The phone woke her. Holly forced her heavy eyelids open and pawed through the covers until her fingers curled around her cell. It was morning, mid-morning judging by the brightness of the sun falling through the window. It hit her all at once. Slam! New bed, new house, new smell, new sounds, and she was saved the momentary panic of this realization by answering the phone.
“Hello?” She fumbled it to her ear as she sat up, seeing Michael’s childhood room through the screen of her hair.
His voice reached inside her head, its usual brusqueness skating through her and leaving warm trails behind, slowing her pulse the moment it touched her. “Are you alright?”
Holly smiled. No greeting, no formalities. No, that wasn’t his style.
“I’m fine. I just woke up, actually.”
“Wynn said you were still asleep when he went to the barn.”
“Hmm.” It unnerved her to think about a stranger – even Michael’s beloved uncle – peeking in on her while she slept. It was Michael she trusted, only him. “I was more tired than I thought.”
There was a pause, one of those moments when, in person, she would have been able to read his posture and his minuscule expressions. But on the phone, it was just silence, heavy with the things she couldn’t interpret.
Sounds from downstairs: a door opening, closing; tread of feet; clicking of the dogs’ nails on the floorboards; rattle of kitchen noise.
“Your uncle is very kind,” she said, wanting to draw his voice back out.
“Yeah. He’s not much like me.”
Holly smiled. A stiff joke was still a joke, and it touched her. “Don’t say that. You’re very kind, too.”
He snorted.
“What’s going on there?”
“Your kinfolk” – he said the word with an ironic edge – “aren’t happy. ‘Course we knew that.”
She shivered, pulling the covers up tight to her chest.

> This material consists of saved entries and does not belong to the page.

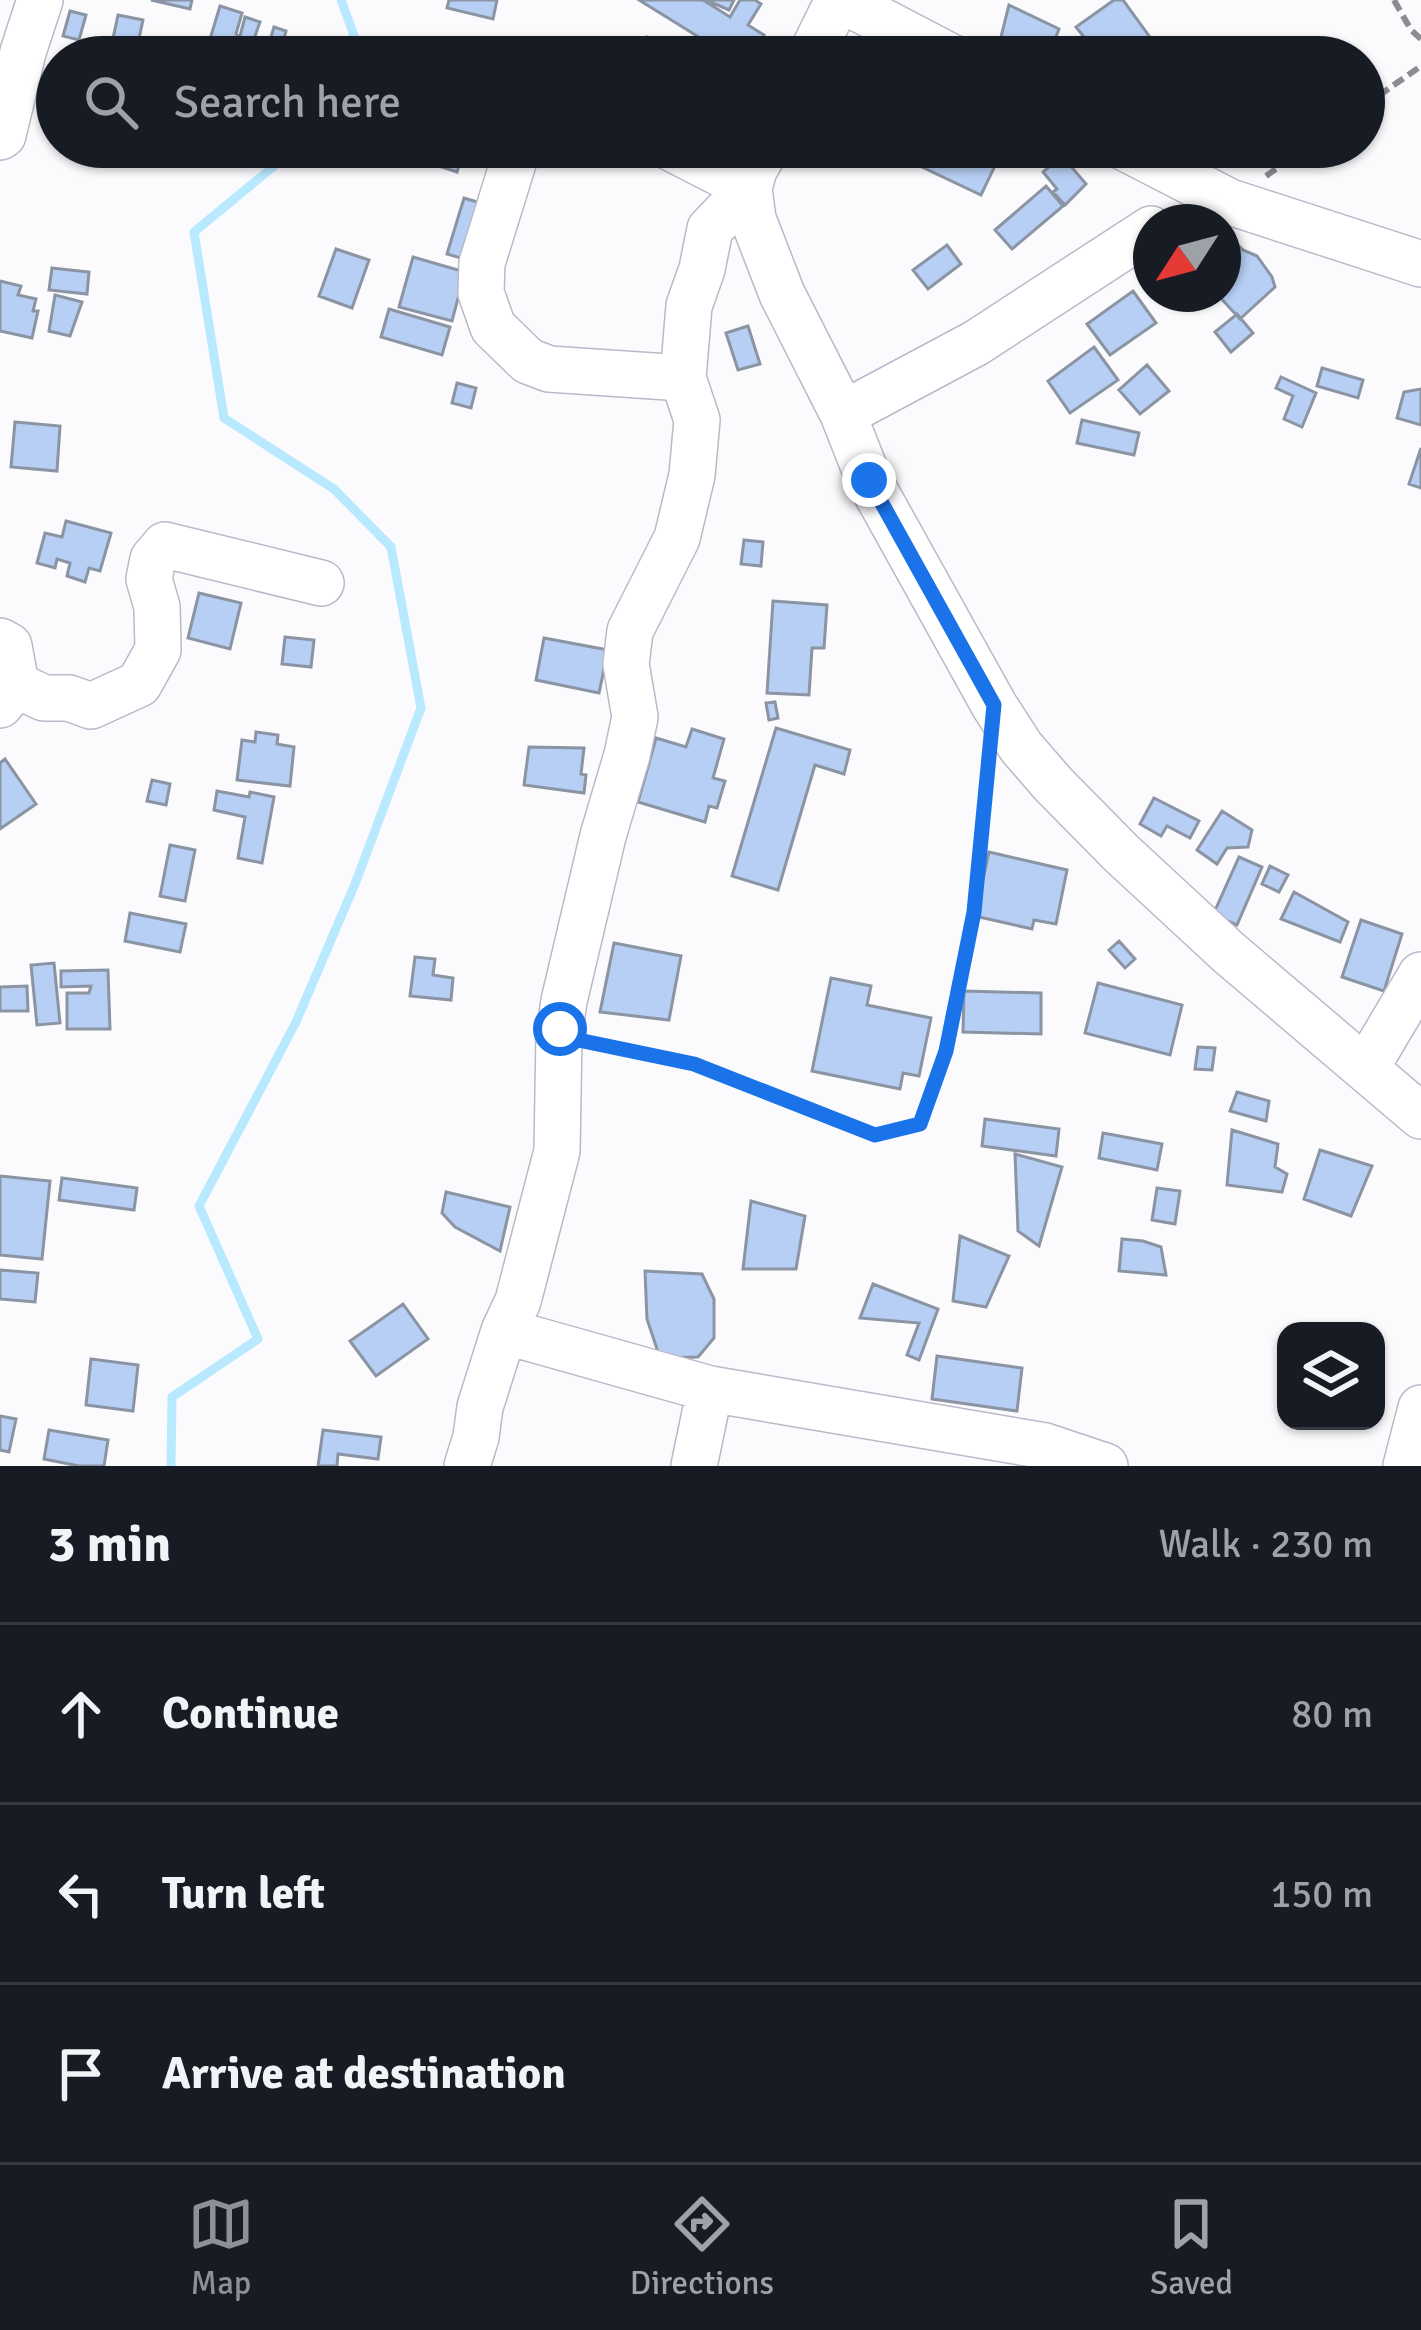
<!DOCTYPE html>
<html lang="en">
<head>
<meta charset="utf-8">
<style>
	body { margin:0; font-family:Signika,sans-serif; background:#20242c; color:#f1f3f6 }
	.controls { position:absolute; right:36px; bottom:36px; display:grid; overflow:hidden; border-radius:24px; box-shadow:0 3px 9px #0004 }
	.controls button { width:108px; height:108px; display:grid; place-items:center; padding:0; border:0; border-bottom:3px solid #363941; background:#171b24; color:#f1f3f6; font:60px sans-serif }
	.compass { position:absolute; left:1133px; top:204px; width:108px; height:108px; border-radius:50%; background:#171b24; box-shadow:0 3px 9px #0004; rotate:234deg }
	.stop { position:absolute; width:36px; height:36px; margin:-27px; border:9px solid #1a73e8; border-radius:50%; background:#fff }
	.stop.end { background:#1a73e8; border-color:#fff; box-shadow:0 3px 12px #0008 }
	.list { margin:0; padding:0; list-style:none }
	h2 { display:flex; justify-content:space-between; align-items:center; height:156px; margin:0; padding:0 48px; font-size:51px }
	h2 small { font-size:39px; font-weight:400; color:#9ea1a6 }
	.list li { display:grid; grid-template-columns:78px 1fr auto; gap:36px; align-items:center; box-sizing:border-box; height:180px; padding:0 48px; border-top:3px solid #363941 }
	.list b { display:block; font-size:45px; white-space:nowrap }
	.list em { font-size:39px; font-style:normal; color:#9ea1a6 }
	.icon { flex:none; width:66px; height:66px; fill:none; stroke:currentColor; stroke-width:2; stroke-linecap:round; stroke-linejoin:round }
	.map { position:relative; flex:none; width:1421px; height:1466px; overflow:hidden }
	.search { position:absolute; background:#171b24; box-shadow:0 3px 9px #0004; left:36px; right:36px; top:36px; height:132px; display:flex; align-items:center; gap:30px; box-sizing:border-box; padding:0 42px; border-radius:66px; color:#9ea1a6; font-size:45px }
	.sheet { height:696px; background:#171b24 }
	nav { display:flex; justify-content:space-around; align-items:center; box-sizing:border-box; height:168px; border-top:3px solid #363941; background:#171b24; font-size:33px; color:#9ea1a6 }
	nav a { display:grid; justify-items:center; gap:6px }
	nav .on { color:#8c9099 }
	.map>svg:first-child { display:block }
	.lines { fill:none; stroke-linecap:round; stroke-linejoin:round }
	.stream { stroke:#b8e9ff; stroke-width:9 }
	.building { fill:#b7cff4; stroke:#8b94a2; stroke-width:3 }
	.minor-casing { stroke:#bbb8c9; stroke-width:48 }
	.path { stroke:#8d8c91; stroke-width:6; stroke-dasharray:12 6; stroke-linecap:butt }
	.minor { stroke:#fff; stroke-width:45 }
	.route { stroke:#1a73e8; stroke-width:15 }
</style>
</head>
<body>
<div class="map">
<svg width="1421" height="1466" viewBox="0 0 1421 1466">
	<rect width="100%" height="100%" fill="#fbfbfe"/>
	<g class="lines">
		<path class="stream" d="M341 0 362 57
			M171 1466 172 1397 258 1339 199 1206 296 1022 355 884 421 708 391 547 334 489 224 418 194 232 297 147"/>
	</g>
	<path class="building" d="M151 0H192L190 9Z
		M449 0H497L493 19 447 8Z
		M639 0H703L730 17 740 0H755L761 4 748 25 764 35 750 57H731Z
		M706 0H734L729 10Z
		M1114 0H1123L1155 44 1134 57H1100L1076 27Z
		M1009 5 1059 29 1048 57H996Z
		M220 6 242 13 236 34 240 36 245 17 260 22 253 42 268 47 274 27 286 31 279 57H232L207 49Z
		M70 11 86 15 79 40 63 36Z
		M118 15 143 20 135 57H109Z
		M647 37 683 55 686 57H634Z
		M439 147H465L457 172 433 164Z
		M908 147H1004L981 195 903 158Z
		M1062 156 1086 184 1065 205 1053 192 1057 189 1043 172Z
		M1046 186 1063 206 1012 249 995 230Z
		M464 198 487 205 471 261 447 254Z
		M1235 242 1243 250 1257 256 1272 277 1275 287 1240 319 1217 294H1223V254Z
		M947 245 961 264 928 289 913 270Z
		M336 249 369 260 352 308 319 296Z
		M413 257 465 272 452 321 399 307Z
		M52 268 89 272 87 294 49 290Z
		M0 281 21 286 18 295 36 299 33 311H38L32 338 0 331Z
		M1133 291 1156 323 1110 355 1087 324Z
		M55 295 82 302 70 336 49 331Z
		M389 309 450 327 442 355 381 337Z
		M1237 314 1253 333 1231 352 1215 332Z
		M748 326 760 364 738 370 726 333Z
		M1094 347 1118 380 1070 413 1048 381Z
		M1147 365 1169 391 1140 414 1119 390Z
		M1322 368 1363 380 1358 398 1317 386Z
		M1281 377 1316 393 1302 427 1284 419 1293 396 1276 388Z
		M457 383 476 388 471 408 452 403Z
		M1421 389V425L1397 418 1404 392Z
		M1082 420 1139 433 1134 455 1077 443Z
		M15 422 60 426 57 471 11 467Z
		M1421 448V488L1409 484Z
		M66 521 111 533 100 571 89 568 85 582 67 576 70 563 57 559 55 568 37 563 45 533 62 537Z
		M744 540 763 542 761 566 741 564Z
		M199 593 241 603 230 649 188 638Z
		M773 601 827 605 824 648H812L809 695 767 693Z
		M285 637 314 640 311 667 282 664Z
		M544 638 608 650 599 693 536 680Z
		M775 702 778 718 769 720 766 703Z
		M776 728 850 750 844 774 815 765 778 890 732 876Z
		M692 729 724 739 713 778 725 781 717 808 709 806 705 822 638 802 656 738 686 747Z
		M256 732 278 735 277 744 294 747 290 786 237 780 242 740 255 742Z
		M529 747 584 748 581 774 586 775 584 793 524 785Z
		M5 759 36 804 0 829V763Z
		M152 780 170 784 166 805 147 801Z
		M217 791 249 797 250 792 274 797 262 863 238 858 245 817 214 810Z
		M1154 798 1199 821 1190 838 1167 826 1161 836 1140 824Z
		M1222 811 1252 830 1248 847 1227 848 1217 864 1197 850Z
		M170 845 195 850 185 901 160 896Z
		M989 852 1067 870 1056 924 1034 920 1032 929 975 916Z
		M1239 857 1262 867 1237 925 1213 915Z
		M1270 866 1288 875 1279 892 1262 884Z
		M1294 892 1348 922 1340 942 1281 919Z
		M130 913 186 924 180 952 125 941Z
		M1361 920 1402 934 1384 991 1342 977Z
		M1119 941 1135 959 1125 968 1109 950Z
		M614 943 681 956 669 1020 600 1012Z
		M415 957 435 959 433 975 453 978 451 1000 410 996Z
		M54 963 60 1023 37 1025 31 965Z
		M108 970 110 1029H67V993H89L91 986 61 987V971Z
		M831 978 871 986 867 1005 931 1018 919 1076 903 1073 900 1089 812 1071Z
		M1098 983 1182 1005 1170 1055 1085 1033Z
		M27 986 28 1011H0V987Z
		M964 991 1041 993V1034L963 1032Z
		M1198 1047 1215 1048 1212 1070 1195 1069Z
		M1237 1092 1269 1101 1266 1121 1230 1111Z
		M985 1119 1059 1129 1056 1156 982 1146Z
		M1232 1130 1278 1144 1275 1167 1287 1174 1282 1192 1227 1185Z
		M1103 1133 1162 1144 1157 1170 1099 1158Z
		M1320 1150 1372 1166 1351 1216 1304 1199Z
		M1015 1154 1062 1167 1039 1246 1018 1231Z
		M0 1176 50 1181 42 1259 0 1255Z
		M62 1178 137 1188 134 1210 59 1200Z
		M1157 1188 1180 1191 1175 1224 1152 1220Z
		M446 1192 510 1207 500 1251 455 1227 442 1213Z
		M751 1201 805 1216 796 1269H743Z
		M960 1236 1009 1256 986 1307 953 1301Z
		M1122 1239 1143 1241 1161 1247 1166 1275 1119 1271Z
		M0 1270 38 1273 35 1302 0 1299Z
		M645 1271 702 1274 714 1299V1338L698 1357 660 1358 647 1319Z
		M873 1284 938 1309 919 1360 907 1355 919 1323 860 1318Z
		M403 1304 428 1339 376 1376 350 1341Z
		M937 1356 1022 1368 1017 1411 932 1399Z
		M91 1359 138 1365 133 1411 86 1405Z
		M0 1416 16 1419 9 1452 0 1450Z
		M49 1430 108 1440 104 1466H79L44 1459Z
		M323 1430 381 1437 378 1459 338 1454 337 1466H318Z"/>
	<g class="lines">
		<g class="minor-casing">
			<path id="minor" d="M842 0 951 57
				M810 57 838 0
				M0 137 3 135 23 52 40 0
				M518 147 482 263 481 293 493 327 528 361 549 369 683 378
				M767 147 754 170 749 188 753 219 782 294 843 414 869 480 994 705 1021 747 1053 784 1121 853 1228 952 1421 1116
				M1123 147 1230 202 1421 264
				M843 414 976 343 1151 229
				M0 641 9 646 16 685 0 705
				M16 685 44 698H69L91 706 139 684 158 650 157 607 149 579 153 559 165 545 321 583
				M1366 1068 1421 975
				M504 1331 710 1389 1045 1446 1105 1466
				M467 1466 476 1437 480 1407 504 1331 518 1301 557 1151 559 1036 564 1001 603 836 627 755 635 717 626 664 630 631 677 538 692 475 697 420 683 378 689 306 702 269 710 229 749 188 669 147
				M694 1466 710 1389
				M1406 1466 1421 1408"/>
		</g>
		<path class="path" d="M1394 0 1411 30 1421 39
			M1364 106 1421 66
			M1266 176 1307 147
			M594 1042 694 1064 875 1135 919 1124 946 1051 974 912 988 768"/>
		<use href="#minor" class="minor"/>
	</g>
	<g class="lines">
		<path class="route" d="M560 1029 559 1036 694 1064 875 1135 920 1124 946 1051 974 912 994 705 869 480"/>
	</g>
</svg>
<div class="controls">
<button><svg class="icon" aria-label="layers" viewBox="0 0 24 24"><path d="M12 4l9 5-9 5-9-5zM3 14l9 5 9-5"/></svg></button>
</div>
<svg class="compass" viewBox="-18 -18 36 36"><path d="M0-13l5 13h-10z" fill="#e53935"/><path d="M0 13l5-13h-10z" fill="#9ea1a6"/></svg>
<div class="stop" style="left:560px;top:1029px"></div>
<div class="stop end" style="left:869px;top:480px"></div>
<div class="search"><svg class="icon" aria-label="search" viewBox="0 0 24 24"><circle cx="10" cy="10" r="6"/><path d="M15 15l6 6"/></svg>Search here</div>
</div>
<section class="sheet">
<h2>3 min<small>Walk · 230 m</small></h2>
<ul class="list">
<li><svg class="icon" aria-label="ahead" viewBox="0 0 24 24"><path d="M12 20V5M6 11l6-6 6 6"/></svg><div><b>Continue</b></div><em>80 m</em></li>
<li><svg class="icon" aria-label="left" viewBox="0 0 24 24"><path d="M17 20v-9H6M10 6l-5 5 5 5"/></svg><div><b>Turn left</b></div><em>150 m</em></li>
<li><svg class="icon" aria-label="arrive" viewBox="0 0 24 24"><path d="M6 21V4h12l-3 4 3 4H6"/></svg><div><b>Arrive at destination</b></div></li>
</ul>
</section>
<nav>
<a class="on"><svg class="icon" aria-label="map" viewBox="0 0 24 24"><path d="M3 6l6-2 6 2 6-2v14l-6 2-6-2-6 2zM9 4v14M15 6v14"/></svg>Map</a>
<a><svg class="icon" aria-label="directions" viewBox="0 0 24 24"><path d="M12 3l9 9-9 9-9-9zM9 14v-3h6M13 9l2 2-2 2"/></svg>Directions</a>
<a><svg class="icon" aria-label="saved" viewBox="0 0 24 24"><path d="M7 4h10v16l-5-4-5 4z"/></svg>Saved</a>
</nav>
</body>
</html>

“We’re about to have church,” he continued. She heard regret in his voice: “Your old man isn’t an entrepreneur, honey. He works for someone very powerful who Ghost doesn’t wanna piss off.”
“Okay.” She wet her lips, felt them quivering against her tongue. “What does that mean?”
“Nothing, really. I might be in more trouble than I thought I’d be, but it doesn’t change anything.”
She closed her eyes, overwhelmed with love and gratitude and terrible tenderness for this man who had no reason to put himself at risk for her. “Michael–”
“Look, I gotta go.” His voice was gruff and thick. “Tell Uncle Wynn you want some of his famous pancakes for breakfast. And if you go out of the house, take your gun. Everywhere, Hol. I mean that.”
She nodded though he couldn’t see it. “Okay.”
“Be safe,” he said, and the line disconnected.
A man of few words, and those few difficult at that.
“I love you,” she whispered to the droning dial tone, then pressed End and let the phone fall on the bed.
Fifteen minutes later, after she’d dressed and made herself presentable, she encountered the rich smell of breakfast halfway down the staircase. She paused, hand on the rough-cut wood of the banister, and listened to the hiss of the skillet around the corner, Wynn’s cheerful humming, the clink of plates.
She took a deep breath and descended the rest of the way, went into the kitchen. She smiled.
Wynn was wearing heavy tan Carhartt overalls, but had removed his boots. His flannel shirt was buffalo plaid; his hair was mashed to his head, the imprint of a hat band left behind on his forehead. Delilah and Cassius lay on the floor, one on either side of him, watching the bacon with rapt attention, hoping for a handout.
He glanced up at the sound of her entry and sent her a beaming smile. His face was one totally transformed by a smile: eyes crinkling to slits, deep grooves bracketing mouth and nose. A true smile. A smile with nothing hiding behind it.
“Good morning,” he greeted, and the dogs spared her a fast look before returning to bacon-watch.